Now something very important, fatherhood does not need a notarized marriage to be proved,, so if the fatherhood is proved , the children will inherits as if in the notartized marriage...(the problem of orfi marriage that If there is a dispute between the man and the woman, the court will not interfere,,, that is it ,, for the previous reasons I mentioned)

The orfi marriage can really be a problem , if it is done in secret,,, (without announcing,, and of course if the two witnesses to the marriage are not reliable,, that can create lots of problem, and of course the court will not interfere in them(so the woman can lose lots of her rights,,,that is it)
-----The condition of the correct marriage:- 
-The approval of the two parties
-Two reliable male witnesses
- Announcing... (some sec also add alwali if the pride is not
Sayb),,,
- Sadak : dowry
If the Orfi marriage contains the above conditions it is 100% correct marriage , does not matter if it is not notarized or not.. (of course if the notarized marriage has one less conditions than those,, It is not correct marriage even if it is notarized)


----------



## MaidenScotland (Jun 6, 2009)

Yes don't do it unless its all out in the open,


----------



## charleen (Apr 26, 2009)

whats the point anyway? Just have a happy great wonderful wedding day with your family...otherwise why get married??? IMHO


----------



## Mio (Jul 19, 2011)

Well, this is like the information I find, but I want know the low exactly, obligations and rights, divorce, death of the spouses or one of them, orphans .... legislation regarding


----------



## Milouk84 (Mar 17, 2012)

Mio said:


> Well, this is like the information I find, but I want know the low exactly, obligations and rights, divorce, death of the spouses or one of them, orphans .... legislation regarding


If he asked you to marry him orfi, so based on hhaddad's reply you should ask yourself or him, why he doesn't want to have a contract. You can use a marriage contract anywhere for any reason, I don't think you can use an orfi paper for any thing, unless you have a lawyer. Stay on the safe side and go ask a lawyer. Know your rights before you find yourself stuck.


----------



## hhaddad (Apr 14, 2010)

Mio said:


> Well, this is like the information I find, but I want know the low exactly, obligations and rights, divorce, death of the spouses or one of them, orphans .... legislation regarding


With an Orfi marriage you have no legal rights at all as far as I know and there's no divorce just tear up the contract but make sure that both copies are destroyed otherwise if he still has a copy your still married to him.


----------



## MaidenScotland (Jun 6, 2009)

For legal advice... see a lawyer don't rely on information from a forum.

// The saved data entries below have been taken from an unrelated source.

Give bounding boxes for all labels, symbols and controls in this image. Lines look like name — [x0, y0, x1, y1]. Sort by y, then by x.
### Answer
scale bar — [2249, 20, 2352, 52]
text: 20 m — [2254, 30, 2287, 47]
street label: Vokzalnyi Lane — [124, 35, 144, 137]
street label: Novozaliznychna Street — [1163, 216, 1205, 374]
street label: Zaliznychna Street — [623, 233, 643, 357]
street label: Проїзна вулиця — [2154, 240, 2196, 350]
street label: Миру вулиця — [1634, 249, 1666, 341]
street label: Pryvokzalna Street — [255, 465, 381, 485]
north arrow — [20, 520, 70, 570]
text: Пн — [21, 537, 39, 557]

You are obviously worried so don't do it..have a look through the forum we did a thread on Orfi marriages before. If you are not good enough to marry legally with all his family, your family etc then why would you consider being with someone/


----------



## hhaddad (Apr 14, 2010)

MaidenScotland said:


> For legal advice... see a lawyer don't rely on information from a forum.
> 
> You are obviously worried so don't do it..have a look through the forum we did a thread on Orfi marriages before. If you are not good enough to marry legally with all his family, your family etc then why would you consider being with someone/


We have been here before an Orfi marriage means an Egyptian can marry a woman and then dump here when he wants without paying and normally with foreigners this is after he's emptied her bank account.


----------



## MaidenScotland (Jun 6, 2009)

BBC News - The perils of young Egyptians' secret marriages


----------



## MaidenScotland (Jun 6, 2009)

Sheri & Bob Stritof, About.com Guides
. 








Definition: Urfi marriages are unregistered/undocumented marriages in Egypt. 
Requirements for an Urfi Marriage:
• It must take place before a Muslim cleric.


• The couple must say "We got marriage" and pledge their commitment before God.


• They must have two witnesses.


• A document must be written that the two are married and must be signed by the witnesses. Having two copies of the contract/document is recommended -- one for the bride and one for the groom.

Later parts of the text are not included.